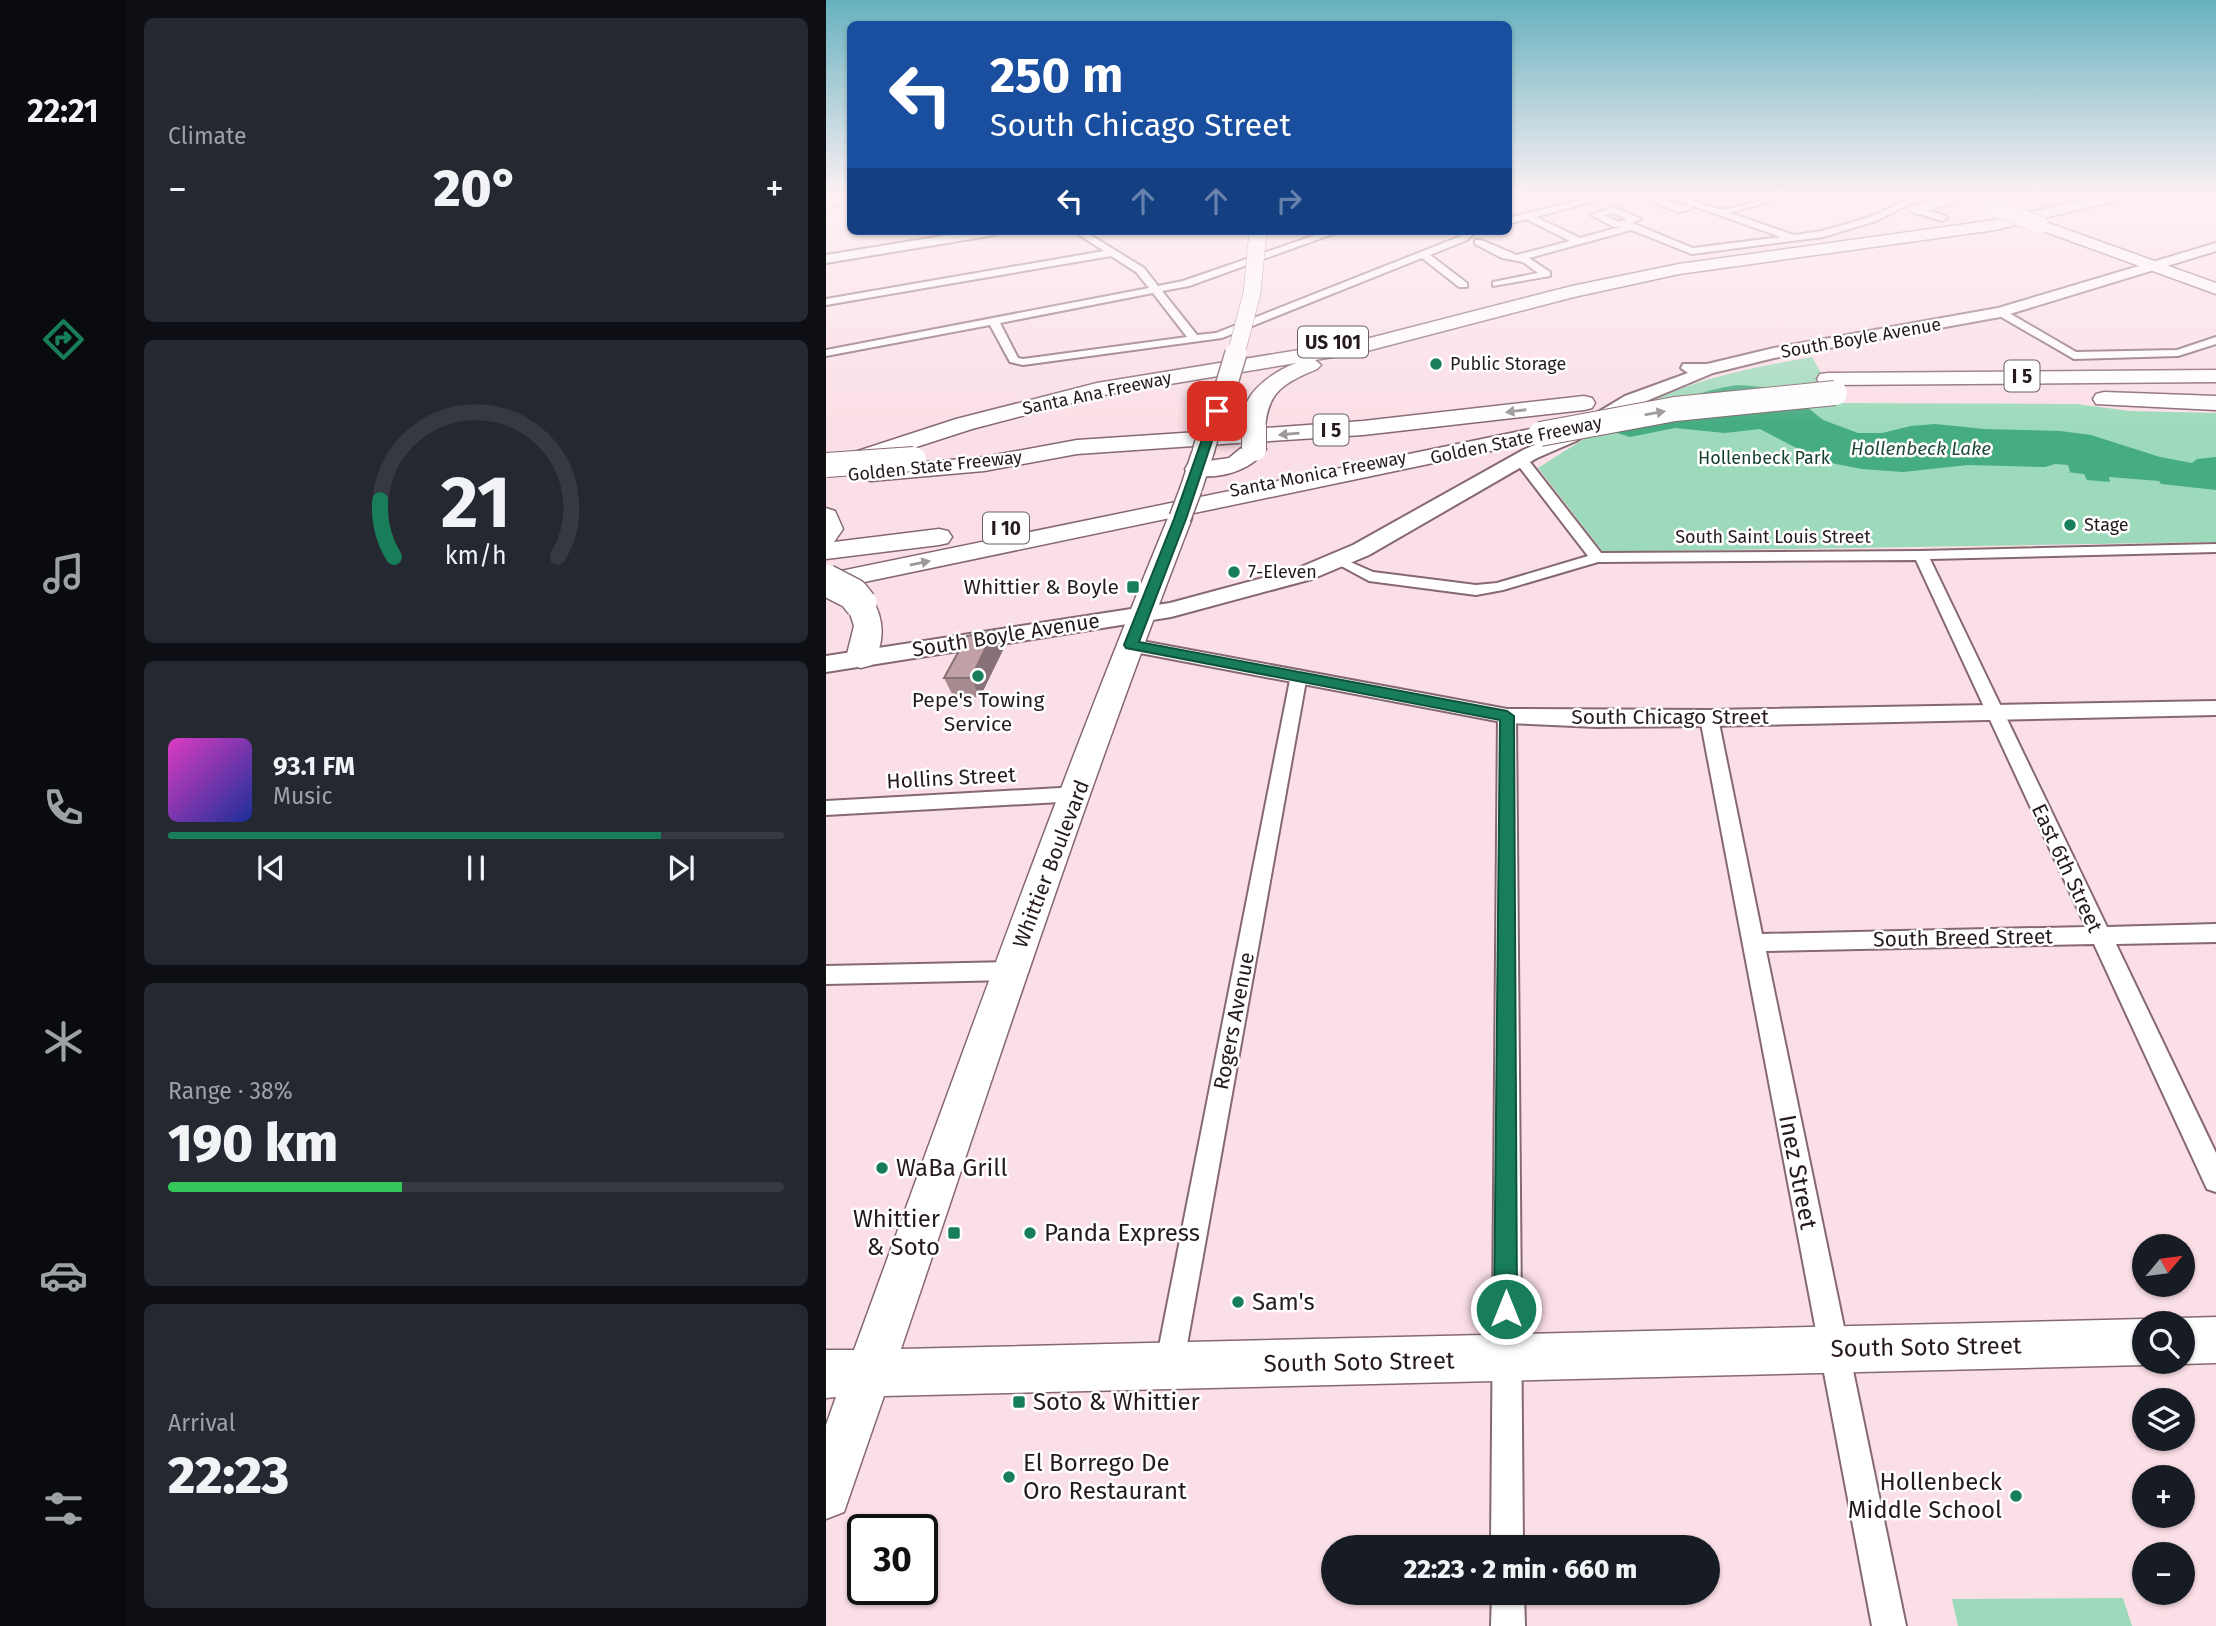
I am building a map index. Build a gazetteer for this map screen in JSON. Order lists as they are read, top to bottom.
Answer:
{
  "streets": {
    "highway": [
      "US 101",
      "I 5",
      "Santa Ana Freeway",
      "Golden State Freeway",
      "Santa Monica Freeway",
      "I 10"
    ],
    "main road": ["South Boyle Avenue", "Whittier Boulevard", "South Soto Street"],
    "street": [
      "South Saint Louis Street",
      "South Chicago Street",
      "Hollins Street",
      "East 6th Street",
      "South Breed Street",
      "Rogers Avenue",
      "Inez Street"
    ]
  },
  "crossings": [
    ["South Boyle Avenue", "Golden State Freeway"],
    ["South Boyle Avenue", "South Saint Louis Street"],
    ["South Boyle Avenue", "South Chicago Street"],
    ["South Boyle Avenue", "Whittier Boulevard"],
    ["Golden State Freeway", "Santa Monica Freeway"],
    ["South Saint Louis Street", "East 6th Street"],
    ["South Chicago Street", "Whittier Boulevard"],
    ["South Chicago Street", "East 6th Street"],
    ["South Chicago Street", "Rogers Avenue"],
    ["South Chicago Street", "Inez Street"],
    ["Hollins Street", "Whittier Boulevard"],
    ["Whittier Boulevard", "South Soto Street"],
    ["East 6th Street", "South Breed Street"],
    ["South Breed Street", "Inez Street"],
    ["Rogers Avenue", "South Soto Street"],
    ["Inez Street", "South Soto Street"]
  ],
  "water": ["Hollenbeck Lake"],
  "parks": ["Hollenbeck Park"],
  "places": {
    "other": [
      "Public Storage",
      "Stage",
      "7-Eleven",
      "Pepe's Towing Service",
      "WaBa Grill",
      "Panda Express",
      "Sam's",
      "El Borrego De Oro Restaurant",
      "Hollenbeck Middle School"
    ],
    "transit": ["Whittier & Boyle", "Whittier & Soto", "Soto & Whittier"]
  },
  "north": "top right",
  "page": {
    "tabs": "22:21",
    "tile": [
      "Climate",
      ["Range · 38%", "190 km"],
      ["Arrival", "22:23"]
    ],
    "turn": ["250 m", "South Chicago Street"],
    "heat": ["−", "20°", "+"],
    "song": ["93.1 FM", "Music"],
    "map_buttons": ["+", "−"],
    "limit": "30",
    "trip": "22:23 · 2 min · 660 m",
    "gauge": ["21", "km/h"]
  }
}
- - -
__EXERCISE GOAL__
Reproduce each line above that contains "Louis".

__WORKED SOLUTION__
      "South Saint Louis Street",
    ["South Boyle Avenue", "South Saint Louis Street"],
    ["South Saint Louis Street", "East 6th Street"],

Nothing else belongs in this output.